Her İyiliğimiz Dönüp Bizi Bulacak

Uzman Psikolog Mehmet Dinç, Altınoluk Dergisi'nde bu ay "Yürüklerimizi Hafifletelim" başlıklı yazısında insana ve insana dair her şeye karşı bakışımızı sorguluyor, cevaplarımızı sıralıyor ve bize kendi yükümüzü hafifletecek kalbi bir yol sunuyor.

İnsana ve insana dair her şeye karşı olağanüstü hassas ve duyarlısın. İnsanlar hep iyi ve mutlu olsunlar istiyorsun. Kimse kimseye hiç bir şekilde zarar vermesin diliyorsun. Aksi olunca da -ki olmaması imkansız- çok çok üzülüyorsun. Irak’ta kolunu kaybeden küçük çocuğa, Filistin’de dul kalan zavallı kadına, Amerika’da evini sel götüren biçare adama ağlıyorsun. Uzakta olanlardan daha çok yakınında olanlar, birebir gördüklerin seni üzüyor. Komşunun uyuşturucu mübtelası olan oğlu, akrabanın boşanma sonucu parçalanan ailesi, iş arkadaşının trafik kazası geçiren babası hep kalbini burkuyor.

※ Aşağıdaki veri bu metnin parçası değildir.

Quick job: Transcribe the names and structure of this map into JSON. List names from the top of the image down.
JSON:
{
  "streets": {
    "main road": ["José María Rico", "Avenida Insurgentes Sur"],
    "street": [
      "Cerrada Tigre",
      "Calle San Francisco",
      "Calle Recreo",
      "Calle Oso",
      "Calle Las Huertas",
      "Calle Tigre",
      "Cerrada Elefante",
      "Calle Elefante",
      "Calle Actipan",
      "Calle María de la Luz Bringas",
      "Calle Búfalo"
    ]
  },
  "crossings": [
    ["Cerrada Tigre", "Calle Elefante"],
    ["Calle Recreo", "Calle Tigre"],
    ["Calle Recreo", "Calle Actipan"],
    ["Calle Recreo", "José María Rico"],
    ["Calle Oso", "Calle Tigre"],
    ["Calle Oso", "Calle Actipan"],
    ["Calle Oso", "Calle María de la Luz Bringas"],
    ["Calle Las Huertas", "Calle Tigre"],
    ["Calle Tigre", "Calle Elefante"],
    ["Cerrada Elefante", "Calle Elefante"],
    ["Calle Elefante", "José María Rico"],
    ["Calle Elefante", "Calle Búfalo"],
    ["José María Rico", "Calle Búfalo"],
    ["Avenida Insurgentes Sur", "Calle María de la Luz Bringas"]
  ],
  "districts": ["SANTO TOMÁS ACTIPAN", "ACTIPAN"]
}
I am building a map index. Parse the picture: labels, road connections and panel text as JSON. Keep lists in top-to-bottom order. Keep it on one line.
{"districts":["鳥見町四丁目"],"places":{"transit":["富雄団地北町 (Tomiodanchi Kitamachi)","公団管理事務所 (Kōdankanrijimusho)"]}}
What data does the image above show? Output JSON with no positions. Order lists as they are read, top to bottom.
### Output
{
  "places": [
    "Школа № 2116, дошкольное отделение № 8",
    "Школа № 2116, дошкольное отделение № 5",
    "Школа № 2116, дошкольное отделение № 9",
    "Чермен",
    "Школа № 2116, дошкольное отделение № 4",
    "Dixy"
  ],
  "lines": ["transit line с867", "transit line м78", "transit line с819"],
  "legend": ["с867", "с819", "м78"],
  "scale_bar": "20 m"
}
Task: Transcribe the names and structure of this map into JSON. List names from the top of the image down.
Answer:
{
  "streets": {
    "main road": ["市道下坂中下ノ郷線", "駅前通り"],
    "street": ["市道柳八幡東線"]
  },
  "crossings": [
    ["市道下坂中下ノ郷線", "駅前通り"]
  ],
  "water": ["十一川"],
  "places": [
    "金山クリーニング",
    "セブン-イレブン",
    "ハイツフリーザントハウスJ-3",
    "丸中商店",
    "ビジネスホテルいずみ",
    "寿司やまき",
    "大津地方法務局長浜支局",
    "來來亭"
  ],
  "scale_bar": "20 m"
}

GAYRETİNİN NETİCESİNİ ALMAK

Kendi hayatında ve ailende yapmak isteyip de bir türlü yapamadığın güzel değişiklikler, eşinin beğenmediğin tavırları, oğlunun başarısızlıkları, kızının mutsuzlukları ve nihayetinde olmak isteyip de olamadığın insan seni geçmişe ve bugüne gözü yaşlı baktırıyor. Neyi yanlış yaptım, nerede yanlış yaptım? diye düşünüyorsun. Düzeltmek için bir şeyler yapmak istiyorsun, ailem ve toplum için güzel işler yapayım diyorsun; giriştiğin her işin, her teşebbüsünün ardından kem gözler görüyor, kem sözler duyuyorsun.

İyiliğin, güzelliğin, doğruluğun mutlak galibiyetine olan inancın azalıyor. İrtibatlarını azaltmaya, faaliyetlerini hafifletmeye, hislerini köreltmeye başlıyorsun. Her şeyi duymayayım, her şeyi görmeyeyim, her şeyi düşünmeyeyim ve böylece her şeye üzülmeyeyim istiyorsun. Kendine çekilmeye çalışıyorsun ama kendini de yabancılıyorsun. Ve hüznün arttıkça artıyor.

Gel, burada durup bir düşünelim. Yanlış olan yaptıkların mı gerçekten yoksa yaptıklarının sonuçlarına bakış açın mı? Yaptıkların doğru olabilir ancak sonuçları senin istediğin gibi çıkmayabilir. Her şey olması gerektiği gibi oluyordur ve sen üzerine düşeni yapmışsındır. Senin gayretinin, uğraşlarının, emeklerinin neticesi senin istediğin gibi gelmedi ise suçlusu sen değilsin.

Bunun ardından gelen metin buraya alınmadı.